As our Zammad implementation gets larger and larger we ran into the issue that we got delayed jobs which lead to delayed e-mails as discussed in several threads already.
The solution to our issue was the following:
But this did not improve CPU load in our system.
We run 4 cores at 2 GHz each. During working hours CPU usage is on average 1 core. Which is a lot for a system that for the user side is “idling”.
Now what happened is due to a setup error on our part the second Session.Job scheduler did not start up, but generally Zammad was continuing its work normally, only GUI updates for each session where not “live” anymore but only on demand if refreshing the browser.
But what we saw now is a Average CPU usage vo 2%! Instead of 100% (1 Core on Linux).

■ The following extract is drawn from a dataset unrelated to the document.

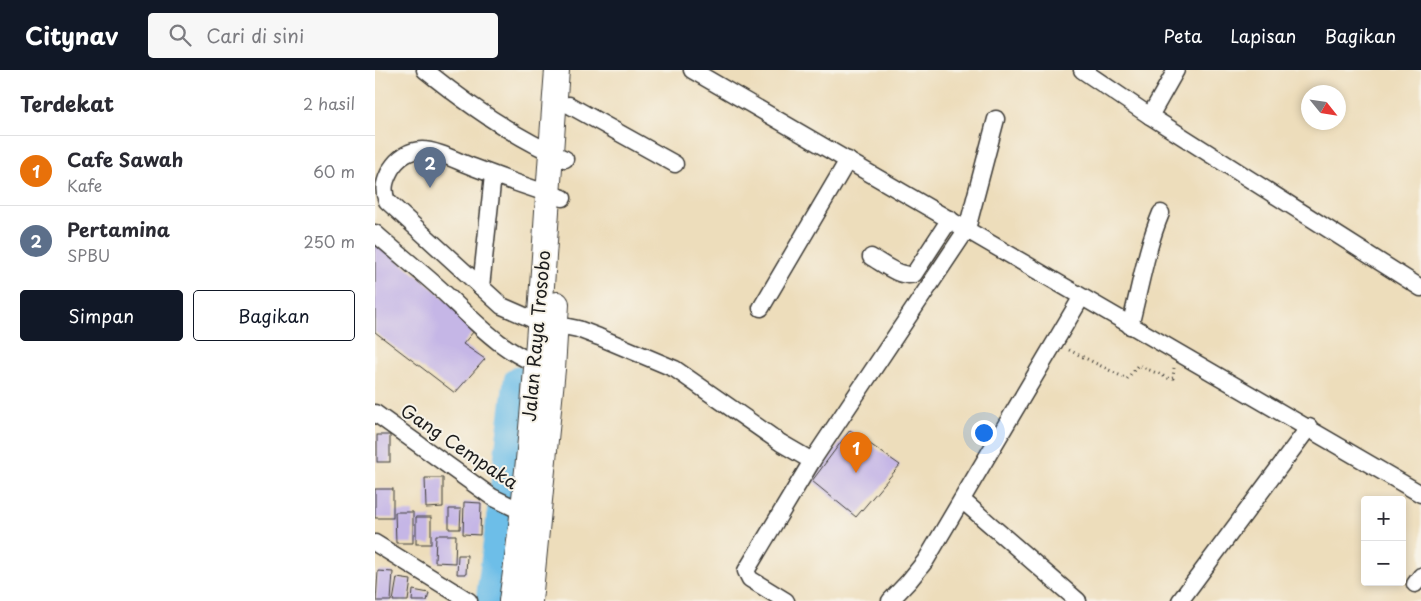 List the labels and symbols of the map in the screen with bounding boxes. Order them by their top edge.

So essentially the whole session GUI update mechanism is hugging up a lot of CPU resources at all times.
Generally this is no problem as the CPU is not doing anything else, but if multiple agents do searches, add customers, answer tickets etc. and create a workload it can happen that we reach all 4 cores maxed out for 10-30 seconds which makes the whole GUI feel sluggish.

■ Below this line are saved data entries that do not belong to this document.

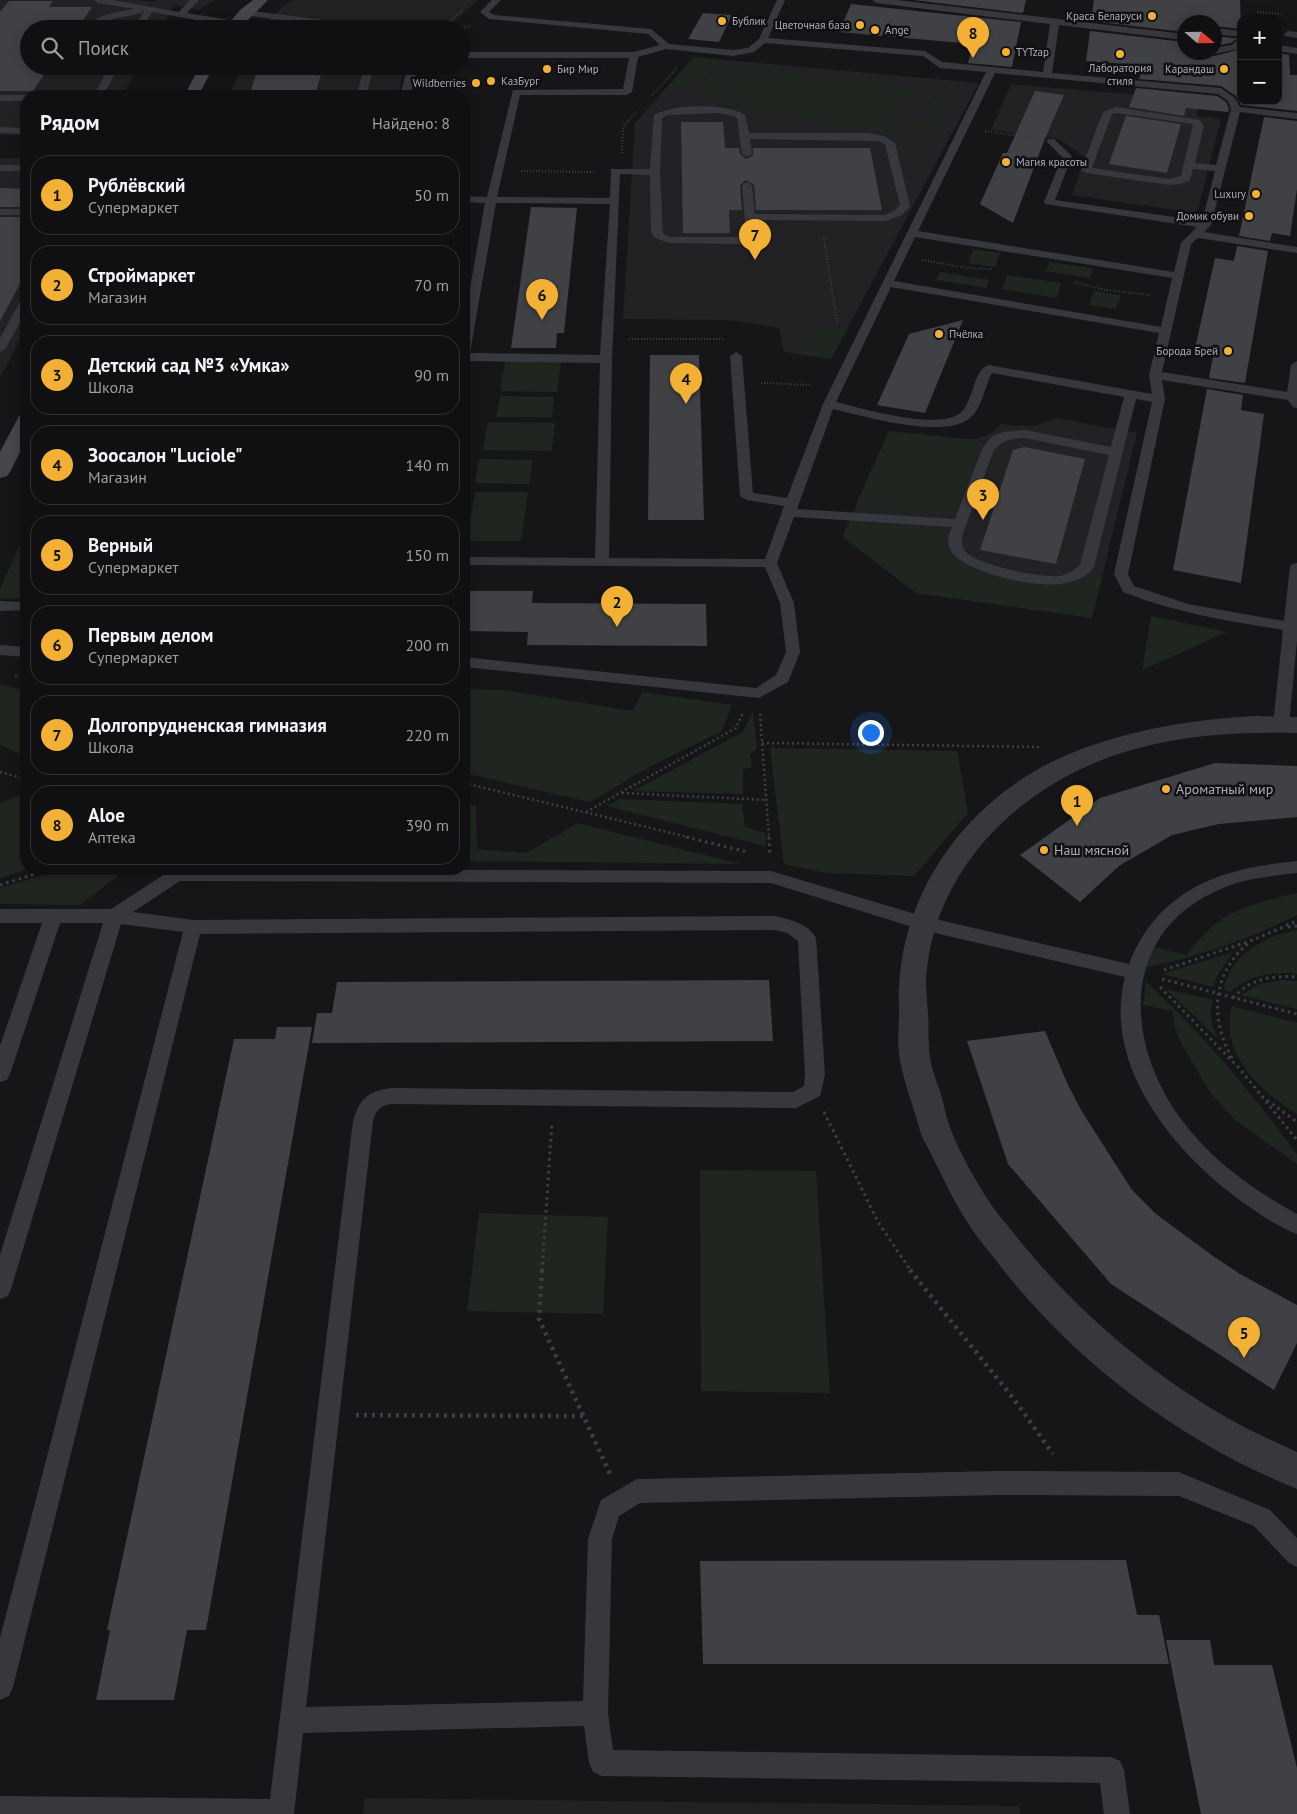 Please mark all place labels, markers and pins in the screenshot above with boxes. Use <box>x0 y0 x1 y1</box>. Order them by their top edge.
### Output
place label: Краса Беларуси <box>1066 9 1142 23</box>
marker: Краса Беларуси <box>1146 10 1158 22</box>
place label: Бублик <box>732 14 767 28</box>
marker: Бублик <box>716 15 728 27</box>
pin: 8 <box>957 17 989 58</box>
place label: Цветочная база <box>775 18 850 32</box>
marker: Цветочная база <box>854 19 866 31</box>
place label: Ange <box>885 23 909 37</box>
marker: Ange <box>869 24 881 36</box>
place label: TYTzap <box>1016 45 1049 59</box>
marker: TYTzap <box>1000 46 1012 58</box>
marker: Лаборатория стиля <box>1114 48 1126 60</box>
place label: Лаборатория стиля <box>1088 61 1151 88</box>
place label: Бир Мир <box>557 62 599 76</box>
place label: Карандаш <box>1165 62 1214 76</box>
marker: Бир Мир <box>541 63 553 75</box>
marker: Карандаш <box>1218 63 1230 75</box>
place label: КазБург <box>501 74 540 88</box>
marker: КазБург <box>485 75 497 87</box>
place label: Wildberries <box>413 76 466 90</box>
marker: Wildberries <box>470 77 482 89</box>
place label: Магия красоты <box>1016 155 1087 169</box>
marker: Магия красоты <box>1000 156 1012 168</box>
place label: Luxury <box>1214 187 1247 201</box>
marker: Luxury <box>1250 188 1262 200</box>
place label: Домик обуви <box>1176 209 1239 223</box>
marker: Домик обуви <box>1243 210 1255 222</box>
pin: 7 <box>739 219 771 260</box>
pin: 6 <box>526 279 558 320</box>
place label: Пчёлка <box>949 327 983 341</box>
marker: Пчёлка <box>933 328 945 340</box>
place label: Борода Брей <box>1156 344 1218 358</box>
marker: Борода Брей <box>1222 345 1234 357</box>
pin: 4 <box>670 363 702 404</box>
pin: 3 <box>967 479 999 520</box>
pin: 2 <box>601 586 633 627</box>
place label: Ароматный мир <box>1176 780 1273 798</box>
marker: Ароматный мир <box>1160 783 1172 795</box>
pin: 1 <box>1061 785 1093 826</box>
place label: Наш мясной <box>1054 841 1129 859</box>
marker: Наш мясной <box>1038 844 1050 856</box>
pin: 5 <box>1228 1317 1260 1358</box> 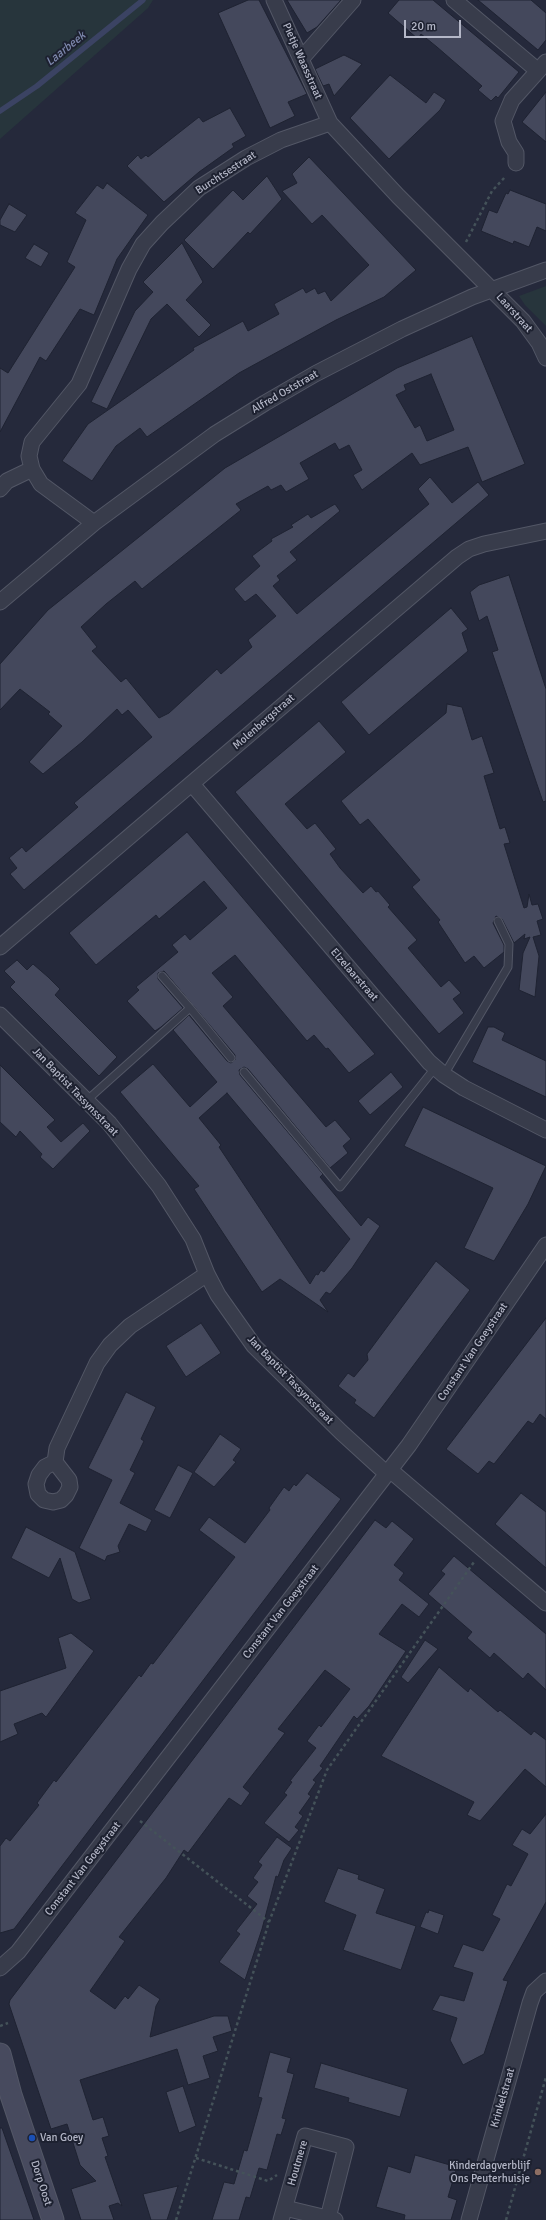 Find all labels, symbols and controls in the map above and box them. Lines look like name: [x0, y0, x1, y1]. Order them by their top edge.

At the time where the session scheduler was accidentally off we did not see any such issues and Zammad was always running perfectly fluent no matter the workload.
Now to the question.
TL:DR: Is it somehow possible, or do you guys know strategies how the session job scheduler can be limited in its CPU usage while “real work” is being done on the server?
I have no problem with the scheduler using the available resources while no other important jobs are queued. But it is not great that the system can slow down due to badly managed resources.
Do you know good strategies or do you have tips?
I thought about increasing the “niceness” of the scheduler job to reduce priority, but not sure if that would help at all.
Yes. @MrGeneration is right. This is a big topic for us as well as we’re hosting a lot of instances including larger ones with many overviews. We have a strong interest in fixing this very soon. Unfortunately we lack of proper solution so far that wouldn’t require spending numbers of resources we currently can’t provide.
I checked our overviews. We have many but they are all relatively simple. We have 30 groups with 2 overviews each. One Open and one Closed overview per group where we only sort by state and group.
In the Closed group we additionally had a check for “spam” tags. I removed that now but could not find any improvement in CPU usage.
We also have one Closed All and All Tickets overview for certain roles. But disabling/enabling that also made no difference.
Thank you for your straight forward answer. Good to know that we are not the only ones seeing this. We host on Debian Linux, so maybe there is a workaround option in the Linux resource manager that could be “abused” here. Do you have some ideas here? I mentioned the process “niceness” which could be used. Do you have any experience with that in regards to Zammad?
Unfortunately not. The only thing we found out so far is that it helps a bit to avoid “not in” queries. So “Status - is not - closed” in overview conditions should be avoided. You can just invert them.
We tried to eliminate “large overviews” which many agents have access to.
Specifically the overviews all tickets and all closed tickets were available to everyone.
In a short time we surpassed 5k tickets there which made that overview mostly pointless but we forgot to remove them.
At the same time this overviews seemed to put a high load on the host PC.
When disabling them average CPU usage was nearly halved and system stability has improved so far.